==== Extracted information ====
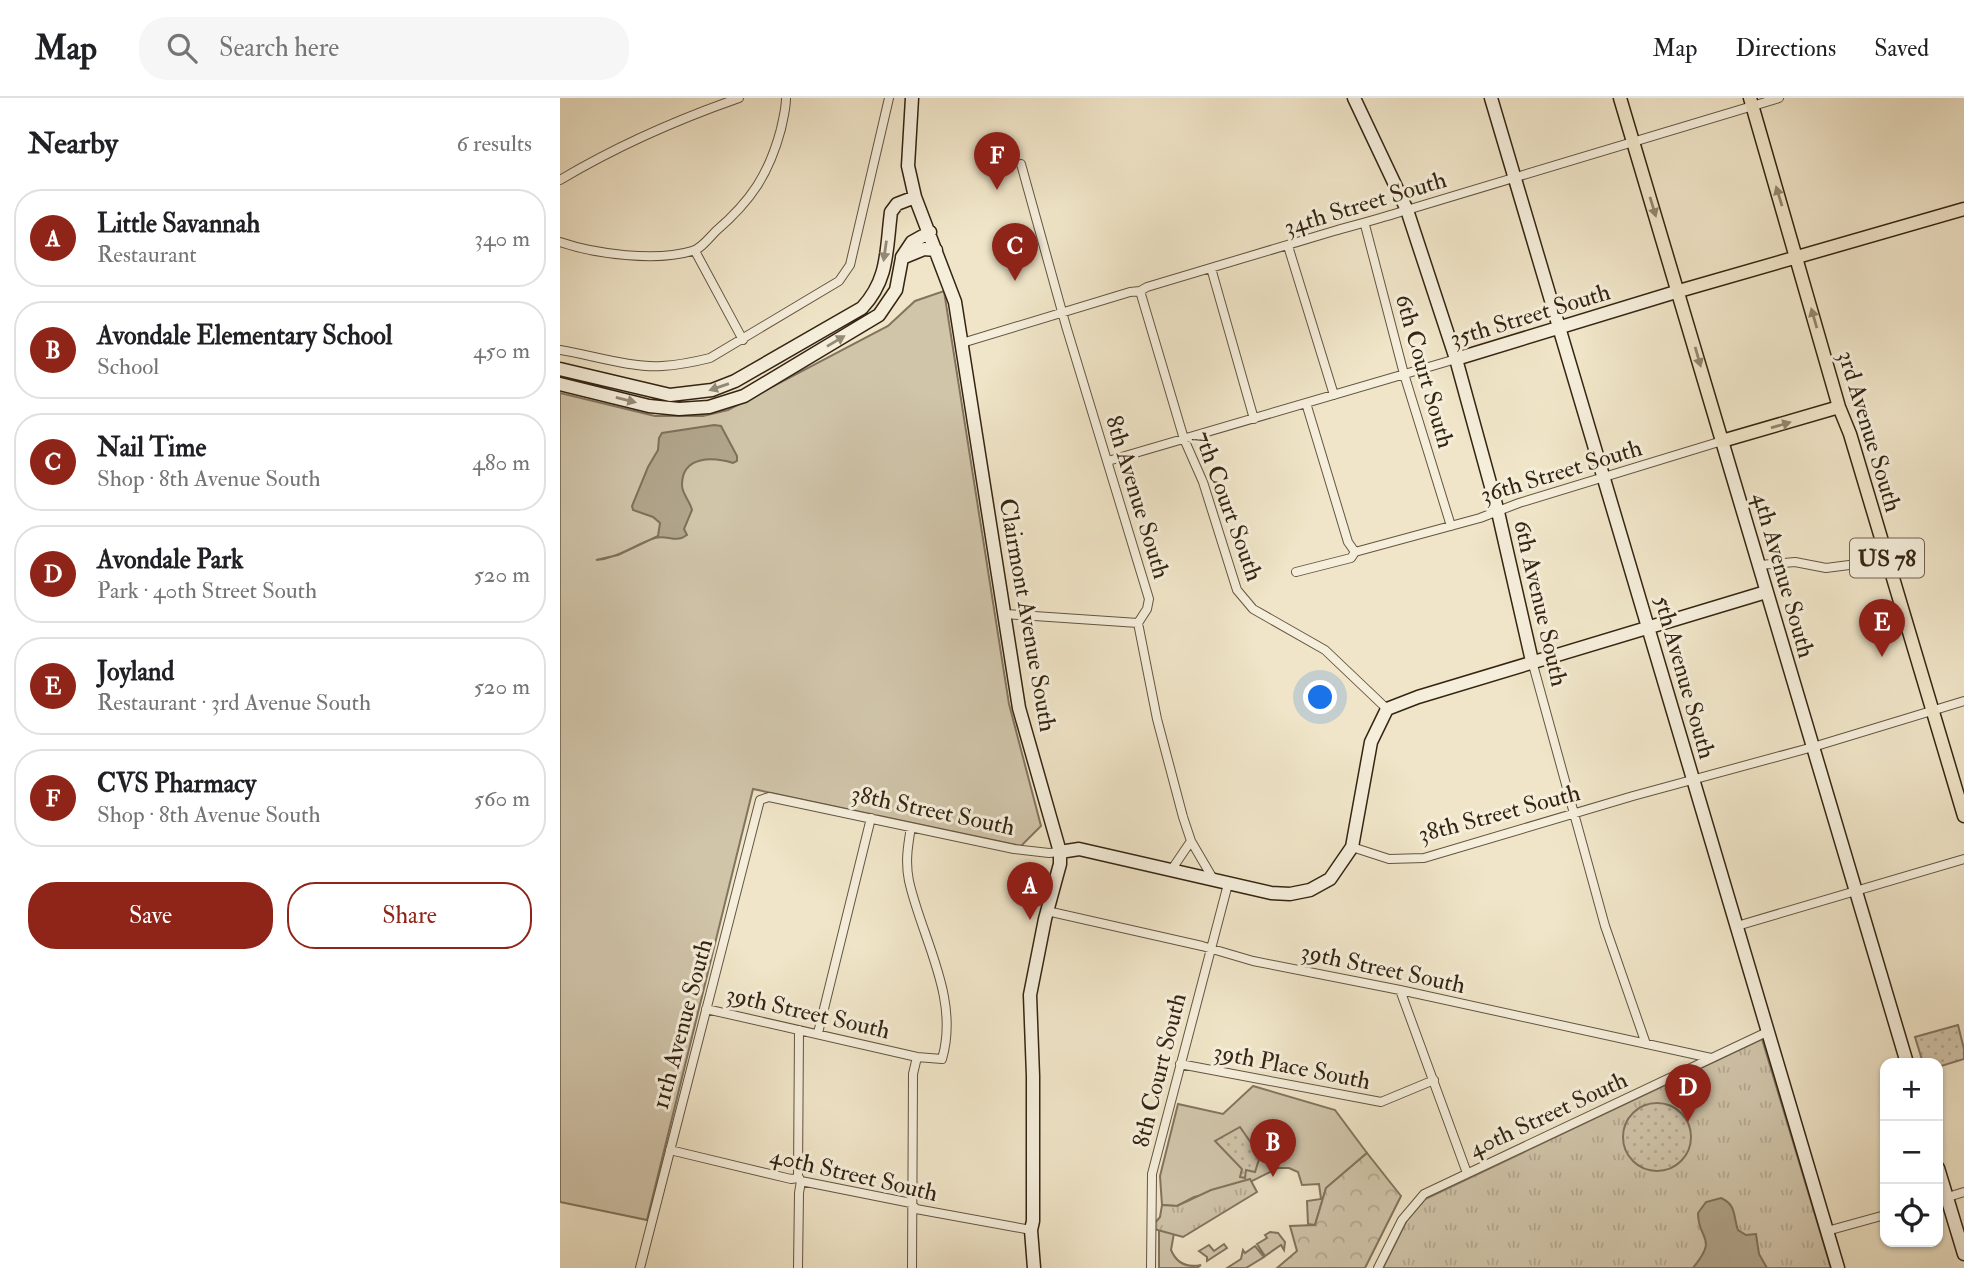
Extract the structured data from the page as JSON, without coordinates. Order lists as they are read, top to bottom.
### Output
{
  "streets": {
    "main road": [
      "35th Street South",
      "3rd Avenue South",
      "36th Street South",
      "US 78",
      "4th Avenue South"
    ],
    "street": [
      "34th Street South",
      "6th Court South",
      "8th Avenue South",
      "7th Court South",
      "6th Avenue South",
      "Clairmont Avenue South",
      "5th Avenue South",
      "38th Street South",
      "39th Street South",
      "11th Avenue South",
      "39th Place South",
      "8th Court South",
      "40th Street South"
    ]
  },
  "crossings": [
    ["34th Street South", "6th Court South"],
    ["34th Street South", "3rd Avenue South"],
    ["34th Street South", "8th Avenue South"],
    ["34th Street South", "7th Court South"],
    ["34th Street South", "4th Avenue South"],
    ["34th Street South", "6th Avenue South"],
    ["34th Street South", "Clairmont Avenue South"],
    ["34th Street South", "5th Avenue South"],
    ["35th Street South", "6th Court South"],
    ["35th Street South", "3rd Avenue South"],
    ["35th Street South", "8th Avenue South"],
    ["35th Street South", "7th Court South"],
    ["35th Street South", "4th Avenue South"],
    ["35th Street South", "6th Avenue South"],
    ["35th Street South", "5th Avenue South"],
    ["6th Court South", "36th Street South"],
    ["3rd Avenue South", "36th Street South"],
    ["3rd Avenue South", "38th Street South"],
    ["36th Street South", "4th Avenue South"],
    ["36th Street South", "6th Avenue South"],
    ["36th Street South", "5th Avenue South"],
    ["8th Avenue South", "38th Street South"],
    ["4th Avenue South", "38th Street South"],
    ["6th Avenue South", "38th Street South"],
    ["6th Avenue South", "39th Street South"],
    ["Clairmont Avenue South", "38th Street South"],
    ["Clairmont Avenue South", "39th Street South"],
    ["Clairmont Avenue South", "40th Street South"],
    ["5th Avenue South", "38th Street South"],
    ["5th Avenue South", "40th Street South"],
    ["38th Street South", "39th Street South"],
    ["38th Street South", "11th Avenue South"],
    ["38th Street South", "8th Court South"],
    ["39th Street South", "11th Avenue South"],
    ["39th Street South", "8th Court South"],
    ["39th Street South", "40th Street South"],
    ["11th Avenue South", "40th Street South"],
    ["39th Place South", "8th Court South"]
  ],
  "one_way": ["3rd Avenue South"],
  "page": {
    "header": "Map",
    "search": "Search here",
    "nav": ["Map", "Directions", "Saved"],
    "heading": ["Nearby", "6 results"],
    "pins": [
      "F",
      "C",
      "E",
      "A",
      "D",
      "B"
    ],
    "list": [
      {
        "mark": "A",
        "name": "Little Savannah",
        "note": "Restaurant",
        "value": "340 m"
      },
      {
        "mark": "B",
        "name": "Avondale Elementary School",
        "note": "School",
        "value": "450 m"
      },
      {
        "mark": "C",
        "name": "Nail Time",
        "note": "Shop · 8th Avenue South",
        "value": "480 m"
      },
      {
        "mark": "D",
        "name": "Avondale Park",
        "note": "Park · 40th Street South",
        "value": "520 m"
      },
      {
        "mark": "E",
        "name": "Joyland",
        "note": "Restaurant · 3rd Avenue South",
        "value": "520 m"
      },
      {
        "mark": "F",
        "name": "CVS Pharmacy",
        "note": "Shop · 8th Avenue South",
        "value": "560 m"
      }
    ],
    "buttons": ["Save", "Share"],
    "map_buttons": ["+", "−"]
  }
}
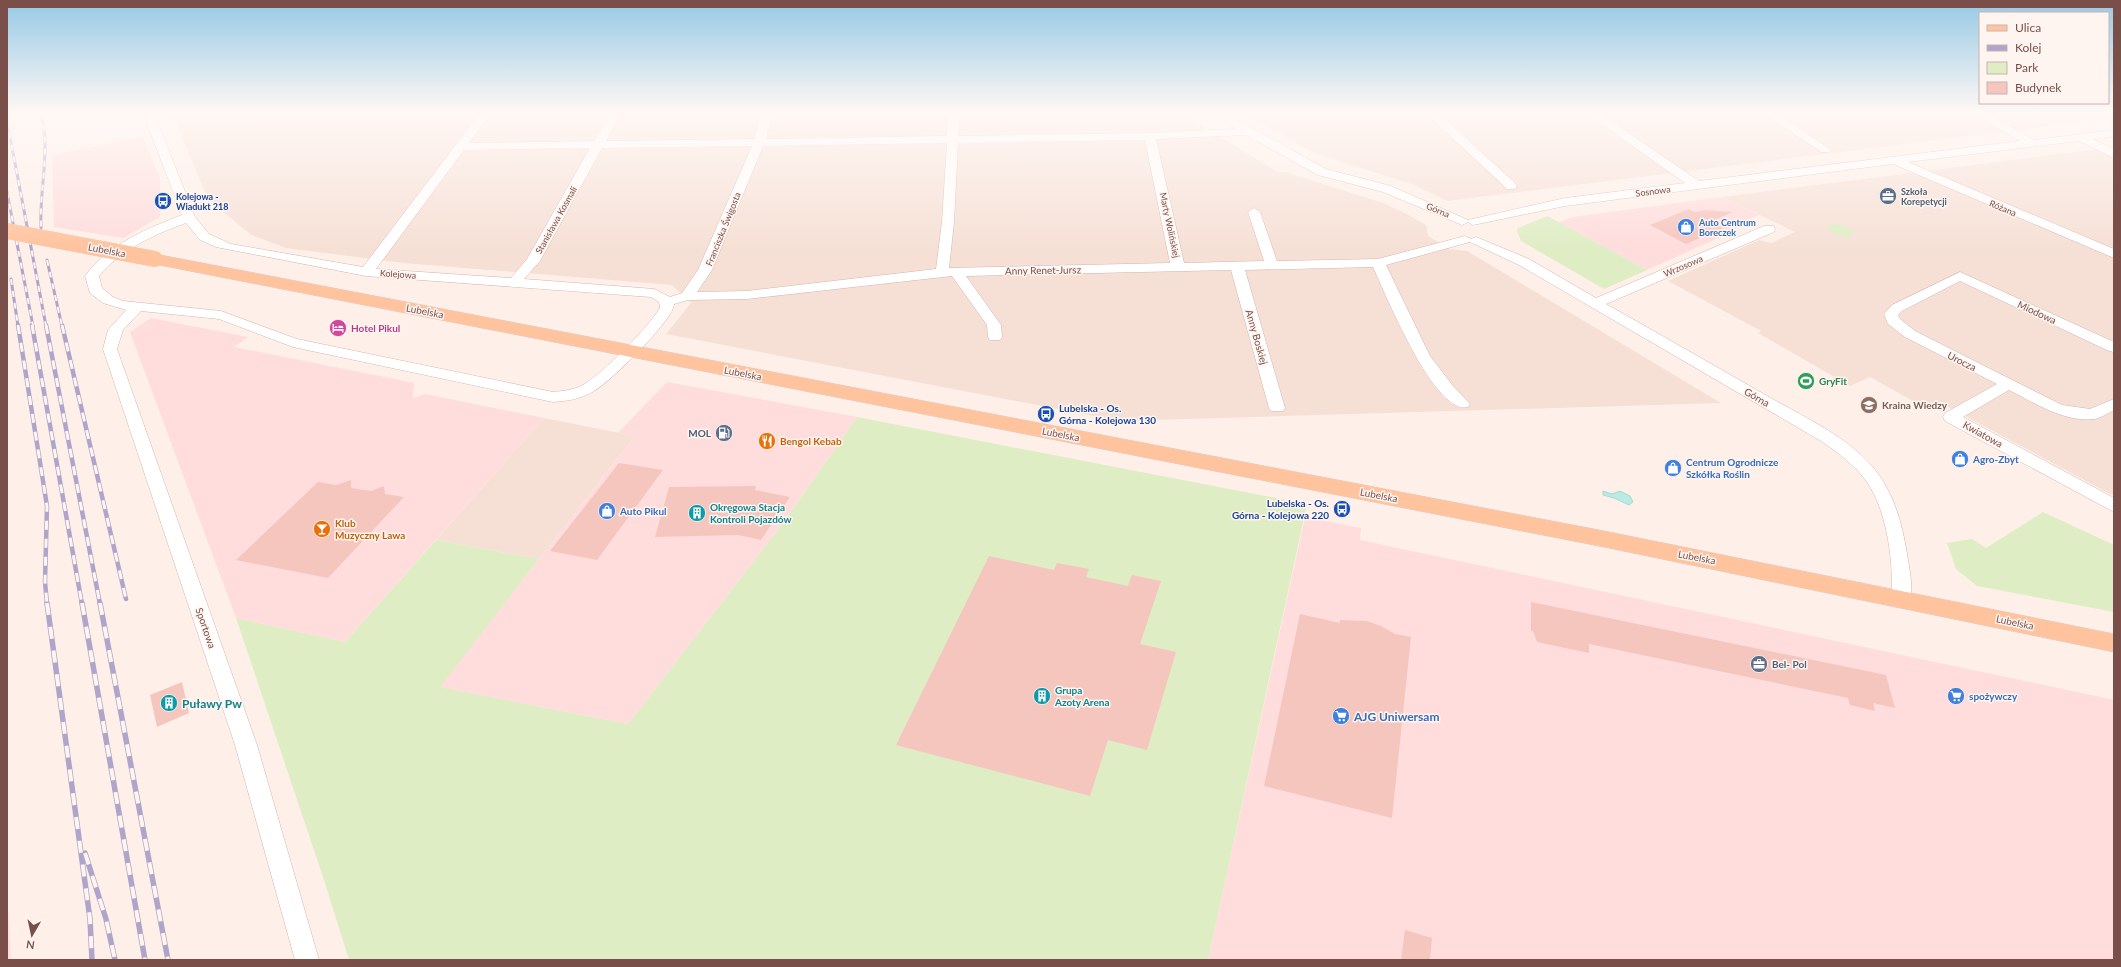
====
In the data above, copy every line where the string "value" appears.

        "value": "340 m"
        "value": "450 m"
        "value": "480 m"
        "value": "520 m"
        "value": "520 m"
        "value": "560 m"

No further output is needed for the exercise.